Write a client utility for your program to use that will retrieve the information for all given IDs as quickly as possible without triggering the simultaneous requests limit, and without performing unnecessary queries for item IDs that have already been seen.
API Usage:
GET https://challenges.qluv.io/items/:id
Required headers:
Authorization: Base64(:id) Example:
curl https://challenges.qluv.io/items/cRF2dvDZQsmu37WGgK6MTcL7XjH -H "Authorization: Y1JGMmR2RFpRc211MzdXR2dLNk1UY0w3WGpI"
My Solution in Go
My idea is to create 5 GoRoutines that will independently scheduling the HTTP requests one by one from the same queue. I have used a channel with 5 buffer size for implementing this queue and each of these GoRoutines will keep popping off a user ID and sending the HTTP GET request for it.
GET request
Here is the function that will be invoked by each of the GoRoutine to send an individual HTTP GET request.
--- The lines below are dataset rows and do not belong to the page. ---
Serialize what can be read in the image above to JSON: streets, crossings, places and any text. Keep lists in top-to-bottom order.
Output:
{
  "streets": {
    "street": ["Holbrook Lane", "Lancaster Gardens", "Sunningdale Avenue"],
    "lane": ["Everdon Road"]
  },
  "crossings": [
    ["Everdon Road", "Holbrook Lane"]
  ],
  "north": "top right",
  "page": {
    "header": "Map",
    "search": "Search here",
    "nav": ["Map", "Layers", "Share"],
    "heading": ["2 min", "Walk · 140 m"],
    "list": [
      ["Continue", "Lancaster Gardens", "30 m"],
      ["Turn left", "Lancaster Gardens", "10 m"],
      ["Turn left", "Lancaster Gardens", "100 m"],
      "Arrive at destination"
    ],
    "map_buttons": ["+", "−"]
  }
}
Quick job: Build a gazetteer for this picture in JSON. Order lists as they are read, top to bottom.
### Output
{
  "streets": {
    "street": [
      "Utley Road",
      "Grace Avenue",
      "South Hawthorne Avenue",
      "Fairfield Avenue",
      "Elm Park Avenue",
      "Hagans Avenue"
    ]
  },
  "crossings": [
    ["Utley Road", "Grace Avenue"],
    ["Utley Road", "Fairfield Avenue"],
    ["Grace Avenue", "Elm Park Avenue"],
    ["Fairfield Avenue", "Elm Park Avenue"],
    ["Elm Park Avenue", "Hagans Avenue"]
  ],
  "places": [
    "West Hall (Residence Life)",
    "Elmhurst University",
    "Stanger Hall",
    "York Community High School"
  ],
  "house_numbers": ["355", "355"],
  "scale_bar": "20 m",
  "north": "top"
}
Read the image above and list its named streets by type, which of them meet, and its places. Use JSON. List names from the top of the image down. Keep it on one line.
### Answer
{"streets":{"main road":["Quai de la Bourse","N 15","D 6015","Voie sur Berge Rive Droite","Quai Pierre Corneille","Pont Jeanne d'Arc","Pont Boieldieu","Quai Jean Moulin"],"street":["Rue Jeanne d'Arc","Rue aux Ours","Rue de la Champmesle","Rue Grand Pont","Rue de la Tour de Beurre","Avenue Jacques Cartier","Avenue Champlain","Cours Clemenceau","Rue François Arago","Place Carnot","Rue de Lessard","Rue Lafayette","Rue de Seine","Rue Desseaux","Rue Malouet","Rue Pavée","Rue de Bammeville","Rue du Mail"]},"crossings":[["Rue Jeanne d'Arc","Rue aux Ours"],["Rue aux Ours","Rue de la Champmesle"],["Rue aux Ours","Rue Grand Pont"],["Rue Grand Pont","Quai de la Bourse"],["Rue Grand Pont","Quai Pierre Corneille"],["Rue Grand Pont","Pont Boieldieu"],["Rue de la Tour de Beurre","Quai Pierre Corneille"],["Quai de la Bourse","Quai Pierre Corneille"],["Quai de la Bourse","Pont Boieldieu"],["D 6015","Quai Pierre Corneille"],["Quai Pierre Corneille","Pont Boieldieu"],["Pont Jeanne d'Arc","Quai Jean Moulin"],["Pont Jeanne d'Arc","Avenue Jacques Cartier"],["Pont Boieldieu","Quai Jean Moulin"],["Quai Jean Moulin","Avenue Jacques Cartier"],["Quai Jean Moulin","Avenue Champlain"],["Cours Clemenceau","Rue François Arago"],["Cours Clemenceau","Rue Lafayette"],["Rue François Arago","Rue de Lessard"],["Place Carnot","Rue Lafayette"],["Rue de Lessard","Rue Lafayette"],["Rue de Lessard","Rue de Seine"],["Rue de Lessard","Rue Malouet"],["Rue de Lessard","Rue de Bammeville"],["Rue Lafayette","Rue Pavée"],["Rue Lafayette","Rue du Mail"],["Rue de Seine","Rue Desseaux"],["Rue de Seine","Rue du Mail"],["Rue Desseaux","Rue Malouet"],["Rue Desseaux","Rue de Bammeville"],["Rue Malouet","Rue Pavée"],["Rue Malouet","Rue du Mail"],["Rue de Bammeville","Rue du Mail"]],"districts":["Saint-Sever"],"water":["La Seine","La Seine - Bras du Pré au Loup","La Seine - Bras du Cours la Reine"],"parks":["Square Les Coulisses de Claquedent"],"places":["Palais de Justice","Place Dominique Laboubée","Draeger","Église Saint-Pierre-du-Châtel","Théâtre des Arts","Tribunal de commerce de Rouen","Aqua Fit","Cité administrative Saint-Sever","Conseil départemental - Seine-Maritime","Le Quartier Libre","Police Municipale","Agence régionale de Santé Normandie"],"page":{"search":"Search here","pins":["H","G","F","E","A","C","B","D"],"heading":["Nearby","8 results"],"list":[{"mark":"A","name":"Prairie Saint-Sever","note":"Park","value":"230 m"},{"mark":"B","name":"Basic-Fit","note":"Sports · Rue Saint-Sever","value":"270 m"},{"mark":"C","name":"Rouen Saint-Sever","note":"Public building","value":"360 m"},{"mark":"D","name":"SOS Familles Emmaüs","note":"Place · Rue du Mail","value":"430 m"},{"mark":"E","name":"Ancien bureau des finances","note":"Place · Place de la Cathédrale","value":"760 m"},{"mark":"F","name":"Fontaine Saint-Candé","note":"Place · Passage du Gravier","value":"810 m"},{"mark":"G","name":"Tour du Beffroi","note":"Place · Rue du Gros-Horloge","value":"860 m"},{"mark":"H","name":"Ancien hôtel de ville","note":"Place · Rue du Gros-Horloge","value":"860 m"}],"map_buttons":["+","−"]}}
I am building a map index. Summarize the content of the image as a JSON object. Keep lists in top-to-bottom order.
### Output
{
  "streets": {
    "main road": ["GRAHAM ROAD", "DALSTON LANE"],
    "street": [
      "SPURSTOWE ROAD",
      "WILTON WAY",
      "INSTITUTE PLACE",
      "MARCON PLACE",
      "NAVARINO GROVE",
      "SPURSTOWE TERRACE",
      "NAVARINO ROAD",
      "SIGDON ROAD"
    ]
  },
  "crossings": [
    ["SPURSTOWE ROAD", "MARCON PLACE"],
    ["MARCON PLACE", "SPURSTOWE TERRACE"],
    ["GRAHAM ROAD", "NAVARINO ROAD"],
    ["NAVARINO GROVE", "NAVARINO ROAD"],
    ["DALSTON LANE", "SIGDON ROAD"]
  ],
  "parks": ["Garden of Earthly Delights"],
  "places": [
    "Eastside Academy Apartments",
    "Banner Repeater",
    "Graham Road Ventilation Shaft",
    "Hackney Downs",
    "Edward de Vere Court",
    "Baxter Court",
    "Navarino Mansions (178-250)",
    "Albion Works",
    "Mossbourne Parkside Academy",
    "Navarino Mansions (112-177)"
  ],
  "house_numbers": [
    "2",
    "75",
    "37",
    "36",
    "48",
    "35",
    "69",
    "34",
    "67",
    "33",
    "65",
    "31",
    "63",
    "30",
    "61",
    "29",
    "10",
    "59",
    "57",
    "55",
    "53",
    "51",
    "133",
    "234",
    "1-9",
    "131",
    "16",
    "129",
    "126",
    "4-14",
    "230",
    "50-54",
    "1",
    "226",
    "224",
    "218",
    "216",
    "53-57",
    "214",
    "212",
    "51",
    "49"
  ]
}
func sendRequest(baseUrl string, itemID string) []interface{} {...}
It takes as input the base URL and the item ID (it will concatenate the item ID to the base string to form the final URL). It first generates the Authorization header using the item ID (by converting to base64 as mentioned in the problem statement). And then it sends the GET request to the final URL with this auth header, and captures the response body and status code inside an interface structure that it returns back to the caller.
GoRoutine
Here is the function whose 5 concurrent instances will be running and this will keep invoking the sendRequest()
function to send the GET requests and use the response status code to either print out the returned item info if success, or start a (concurrent) backoff mechanism where the item will be re-queried after certain duration and will be dropped after certain number of max attempts.
func requestInfo(baseUrl string, channel chan []interface{}) {...}
It takes as input the base URL and the channel on which it keeps monitoring for any available jobs (itemIDs) to perform on (send the query req). It will further invoke another concurrent goroutine for backoff process if a query is not responded with a success code. If the maximum number of attempts is reached for a particular itemID, it will drop it and mark it as 'not visited' in a dictionary - which can later be used by the main function to re-consider this same userID (if it comes again).
Backoff Handler
Here is the function that performs the backoff functionality. It's invoked by the GoRoutine requestInfo()
if a particular itemID's query is not successful.
func backoffHandler(item string, attempt int, channel chan []interface{}) {...}
It takes as input the itemID (so that it can re-queue it to the channel), the attempt count (it will increment this before re-queueing) and the channel on which it will requeue the itemID. It also runs the backoff timer according to the attempt count. Note that this runs as another (sub) GoRoutine since other items scheduling shouldn't be held on waiting for this to be re-queued.
Main
The main function will invoke the 5 main GoRoutines (requestInfo()
) as shown below:
for idx := 0; idx < 5; idx++ {
go requestInfo(baseUrl, channel)
}
A channel with size 5 is also created along with this which will be used for continuous queueing of jobs (itemIDs to be queried):
channel := make(chan []interface{}, 5)
It's assumed that the itemID's are all listed in the string array itemList
. Then each itemID's are sent to the channel using a for loop to be queried by the GoRoutines:
for current := 0; current < len(itemList); current++ {...}
A dictionary is maintained globally to ensure that the same itemID that's already been queried is not re-queried:
var dict map[string]bool = make(map[string]bool)
It will be written by the main function once to mark the itemID while sending it to the channel first, and also used by the GoRoutine to mark an itemID in case of failure of query. Hence a mutex is used to use this dictionary at both the places.
Finally, a Waitgroup is used to ensure that all the queries are finished completely (either successfully or failed after all the backoffs) before we close the channel and end the main function. It's 'added' once at each addition of itemID from the itemList, and is marked 'Done' only when it's either successully or failed completely.